Each line below that includes the word "bottom" is to be reported.

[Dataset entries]
☆ ☆ ☆
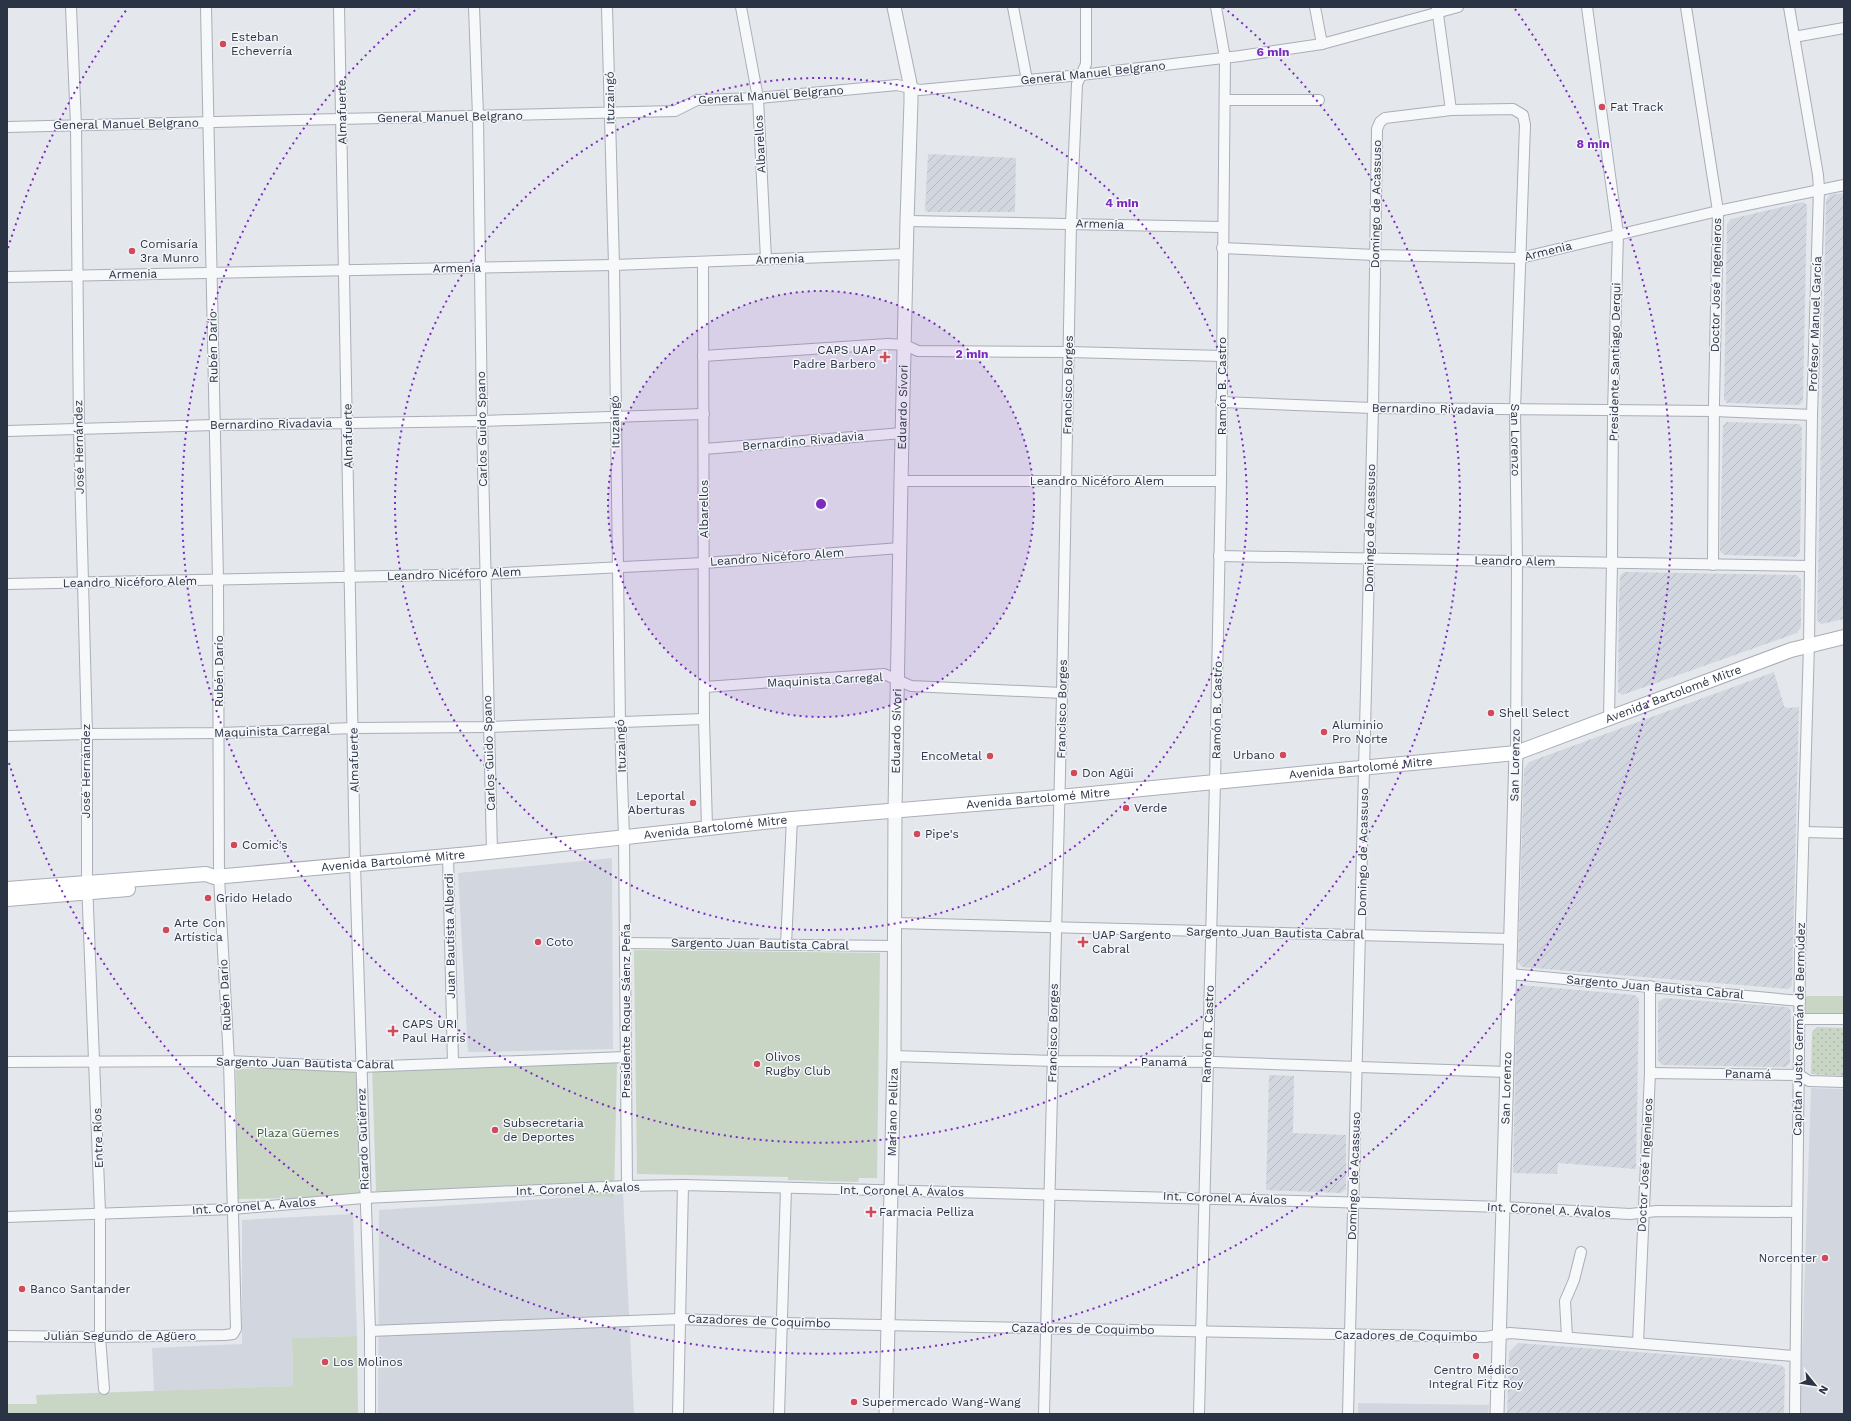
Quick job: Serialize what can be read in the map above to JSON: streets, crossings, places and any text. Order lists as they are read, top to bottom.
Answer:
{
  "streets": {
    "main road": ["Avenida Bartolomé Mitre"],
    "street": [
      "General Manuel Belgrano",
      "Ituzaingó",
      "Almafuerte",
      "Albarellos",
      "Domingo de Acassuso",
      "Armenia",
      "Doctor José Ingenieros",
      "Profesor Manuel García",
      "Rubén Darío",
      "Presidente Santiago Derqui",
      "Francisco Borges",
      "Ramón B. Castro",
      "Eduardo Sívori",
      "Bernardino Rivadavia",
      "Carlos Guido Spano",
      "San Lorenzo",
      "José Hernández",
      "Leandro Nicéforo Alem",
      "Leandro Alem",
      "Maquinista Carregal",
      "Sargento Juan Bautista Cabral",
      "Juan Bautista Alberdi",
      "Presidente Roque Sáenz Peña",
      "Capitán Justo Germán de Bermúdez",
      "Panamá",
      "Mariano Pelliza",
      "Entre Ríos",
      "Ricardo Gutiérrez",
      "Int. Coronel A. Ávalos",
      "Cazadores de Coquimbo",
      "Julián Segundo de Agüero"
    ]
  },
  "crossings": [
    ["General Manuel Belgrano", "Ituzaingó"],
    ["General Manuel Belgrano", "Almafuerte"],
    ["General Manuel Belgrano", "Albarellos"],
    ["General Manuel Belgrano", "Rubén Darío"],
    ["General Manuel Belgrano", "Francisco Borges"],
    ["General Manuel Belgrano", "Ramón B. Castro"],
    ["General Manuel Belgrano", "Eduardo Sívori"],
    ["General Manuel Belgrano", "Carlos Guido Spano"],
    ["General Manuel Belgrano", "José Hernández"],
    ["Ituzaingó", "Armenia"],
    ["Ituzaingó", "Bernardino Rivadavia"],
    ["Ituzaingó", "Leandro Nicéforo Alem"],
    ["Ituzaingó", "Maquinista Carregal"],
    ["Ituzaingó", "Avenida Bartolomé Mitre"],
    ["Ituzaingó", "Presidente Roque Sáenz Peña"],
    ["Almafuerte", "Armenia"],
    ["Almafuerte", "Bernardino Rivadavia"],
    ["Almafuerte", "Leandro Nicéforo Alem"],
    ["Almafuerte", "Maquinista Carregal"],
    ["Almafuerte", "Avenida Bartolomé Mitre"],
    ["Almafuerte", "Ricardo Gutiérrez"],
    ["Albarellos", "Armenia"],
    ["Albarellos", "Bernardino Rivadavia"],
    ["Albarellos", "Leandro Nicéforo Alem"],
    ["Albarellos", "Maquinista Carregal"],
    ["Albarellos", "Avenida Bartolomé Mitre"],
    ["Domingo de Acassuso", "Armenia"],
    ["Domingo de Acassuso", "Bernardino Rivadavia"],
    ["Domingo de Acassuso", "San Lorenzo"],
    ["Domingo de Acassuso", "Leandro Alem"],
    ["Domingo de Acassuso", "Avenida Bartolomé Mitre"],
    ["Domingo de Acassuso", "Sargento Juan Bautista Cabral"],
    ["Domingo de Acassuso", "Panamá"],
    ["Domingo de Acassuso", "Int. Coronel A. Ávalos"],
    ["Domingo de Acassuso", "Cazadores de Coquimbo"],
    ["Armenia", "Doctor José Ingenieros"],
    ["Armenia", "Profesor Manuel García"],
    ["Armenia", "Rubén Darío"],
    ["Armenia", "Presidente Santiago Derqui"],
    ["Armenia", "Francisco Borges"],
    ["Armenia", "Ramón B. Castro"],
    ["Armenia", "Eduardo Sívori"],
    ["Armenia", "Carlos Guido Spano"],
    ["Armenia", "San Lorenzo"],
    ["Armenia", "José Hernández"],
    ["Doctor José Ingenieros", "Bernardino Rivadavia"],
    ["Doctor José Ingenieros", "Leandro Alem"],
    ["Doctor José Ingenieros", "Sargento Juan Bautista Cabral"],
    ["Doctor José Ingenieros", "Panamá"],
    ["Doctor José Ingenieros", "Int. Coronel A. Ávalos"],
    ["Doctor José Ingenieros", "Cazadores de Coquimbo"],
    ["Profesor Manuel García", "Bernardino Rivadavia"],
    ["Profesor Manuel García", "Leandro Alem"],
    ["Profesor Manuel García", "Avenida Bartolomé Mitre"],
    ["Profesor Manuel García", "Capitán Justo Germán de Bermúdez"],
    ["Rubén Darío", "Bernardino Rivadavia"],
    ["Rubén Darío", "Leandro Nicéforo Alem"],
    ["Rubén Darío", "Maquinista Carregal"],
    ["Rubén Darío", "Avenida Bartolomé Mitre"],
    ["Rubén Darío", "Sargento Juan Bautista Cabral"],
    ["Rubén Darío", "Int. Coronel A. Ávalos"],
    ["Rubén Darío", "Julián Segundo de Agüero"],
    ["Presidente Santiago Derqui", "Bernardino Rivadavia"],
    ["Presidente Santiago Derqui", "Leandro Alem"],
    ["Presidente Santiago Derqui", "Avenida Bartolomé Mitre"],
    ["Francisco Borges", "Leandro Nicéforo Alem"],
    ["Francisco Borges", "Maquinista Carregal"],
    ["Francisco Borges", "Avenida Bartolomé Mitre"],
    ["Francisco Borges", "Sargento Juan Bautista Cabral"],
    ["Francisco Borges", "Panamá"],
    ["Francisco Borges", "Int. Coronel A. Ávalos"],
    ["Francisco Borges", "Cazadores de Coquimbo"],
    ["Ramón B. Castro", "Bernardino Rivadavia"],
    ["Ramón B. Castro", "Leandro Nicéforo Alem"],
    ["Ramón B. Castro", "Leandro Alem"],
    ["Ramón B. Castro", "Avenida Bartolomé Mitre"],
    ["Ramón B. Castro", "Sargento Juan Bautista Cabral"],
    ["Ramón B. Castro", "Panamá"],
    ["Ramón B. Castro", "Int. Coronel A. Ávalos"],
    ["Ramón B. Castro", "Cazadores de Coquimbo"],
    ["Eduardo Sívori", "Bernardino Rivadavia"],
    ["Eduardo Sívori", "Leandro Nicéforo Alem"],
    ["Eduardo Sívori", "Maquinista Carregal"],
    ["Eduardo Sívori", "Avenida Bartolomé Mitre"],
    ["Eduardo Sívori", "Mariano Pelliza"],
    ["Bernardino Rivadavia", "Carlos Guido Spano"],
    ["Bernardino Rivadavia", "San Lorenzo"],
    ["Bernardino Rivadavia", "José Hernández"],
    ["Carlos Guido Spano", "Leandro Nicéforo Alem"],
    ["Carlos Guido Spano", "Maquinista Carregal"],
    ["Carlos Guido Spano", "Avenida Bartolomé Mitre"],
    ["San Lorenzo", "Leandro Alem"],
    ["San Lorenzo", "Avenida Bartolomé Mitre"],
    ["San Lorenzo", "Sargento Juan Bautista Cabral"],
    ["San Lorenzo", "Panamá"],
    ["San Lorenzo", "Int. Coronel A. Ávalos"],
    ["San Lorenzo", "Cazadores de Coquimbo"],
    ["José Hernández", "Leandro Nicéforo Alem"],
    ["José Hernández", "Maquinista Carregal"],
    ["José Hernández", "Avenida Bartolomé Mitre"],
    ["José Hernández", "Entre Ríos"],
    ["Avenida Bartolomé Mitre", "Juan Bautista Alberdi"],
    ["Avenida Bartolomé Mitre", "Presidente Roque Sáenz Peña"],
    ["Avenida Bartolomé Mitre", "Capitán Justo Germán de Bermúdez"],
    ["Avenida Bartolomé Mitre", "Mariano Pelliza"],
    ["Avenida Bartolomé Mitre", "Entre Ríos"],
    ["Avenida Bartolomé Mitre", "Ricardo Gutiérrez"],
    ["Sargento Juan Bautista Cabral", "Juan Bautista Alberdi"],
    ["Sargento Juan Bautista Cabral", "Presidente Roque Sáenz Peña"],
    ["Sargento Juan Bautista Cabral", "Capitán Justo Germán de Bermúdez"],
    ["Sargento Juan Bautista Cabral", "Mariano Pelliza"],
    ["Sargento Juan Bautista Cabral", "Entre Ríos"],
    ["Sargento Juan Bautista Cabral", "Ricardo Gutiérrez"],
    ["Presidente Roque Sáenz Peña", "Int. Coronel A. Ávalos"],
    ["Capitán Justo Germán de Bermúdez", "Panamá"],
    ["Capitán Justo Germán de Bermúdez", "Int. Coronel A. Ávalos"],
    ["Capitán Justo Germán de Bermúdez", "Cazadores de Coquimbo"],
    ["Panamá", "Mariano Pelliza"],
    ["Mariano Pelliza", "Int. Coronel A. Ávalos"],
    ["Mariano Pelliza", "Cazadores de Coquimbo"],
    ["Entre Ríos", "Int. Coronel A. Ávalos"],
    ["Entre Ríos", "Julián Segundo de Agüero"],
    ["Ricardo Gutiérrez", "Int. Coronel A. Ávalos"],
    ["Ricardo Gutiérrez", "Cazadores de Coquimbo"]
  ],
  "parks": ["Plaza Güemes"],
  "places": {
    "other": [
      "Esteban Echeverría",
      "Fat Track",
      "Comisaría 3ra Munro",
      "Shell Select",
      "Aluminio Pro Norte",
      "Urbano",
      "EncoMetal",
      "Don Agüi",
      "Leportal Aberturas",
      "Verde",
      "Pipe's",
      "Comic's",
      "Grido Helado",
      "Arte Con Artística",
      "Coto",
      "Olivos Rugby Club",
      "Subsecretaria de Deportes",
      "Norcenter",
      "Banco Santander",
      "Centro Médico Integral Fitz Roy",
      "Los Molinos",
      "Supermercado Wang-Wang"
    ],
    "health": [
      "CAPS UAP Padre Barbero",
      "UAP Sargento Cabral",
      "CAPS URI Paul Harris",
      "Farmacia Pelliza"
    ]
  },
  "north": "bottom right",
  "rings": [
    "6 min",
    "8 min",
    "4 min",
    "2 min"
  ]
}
☆ ☆ ☆
_EXPECTED ANSWER_
Quick job: Serialize what can be read in the map above to JSON: streets, crossings, places and any text. Order lists as they are read, top to bottom.
  "north": "bottom right",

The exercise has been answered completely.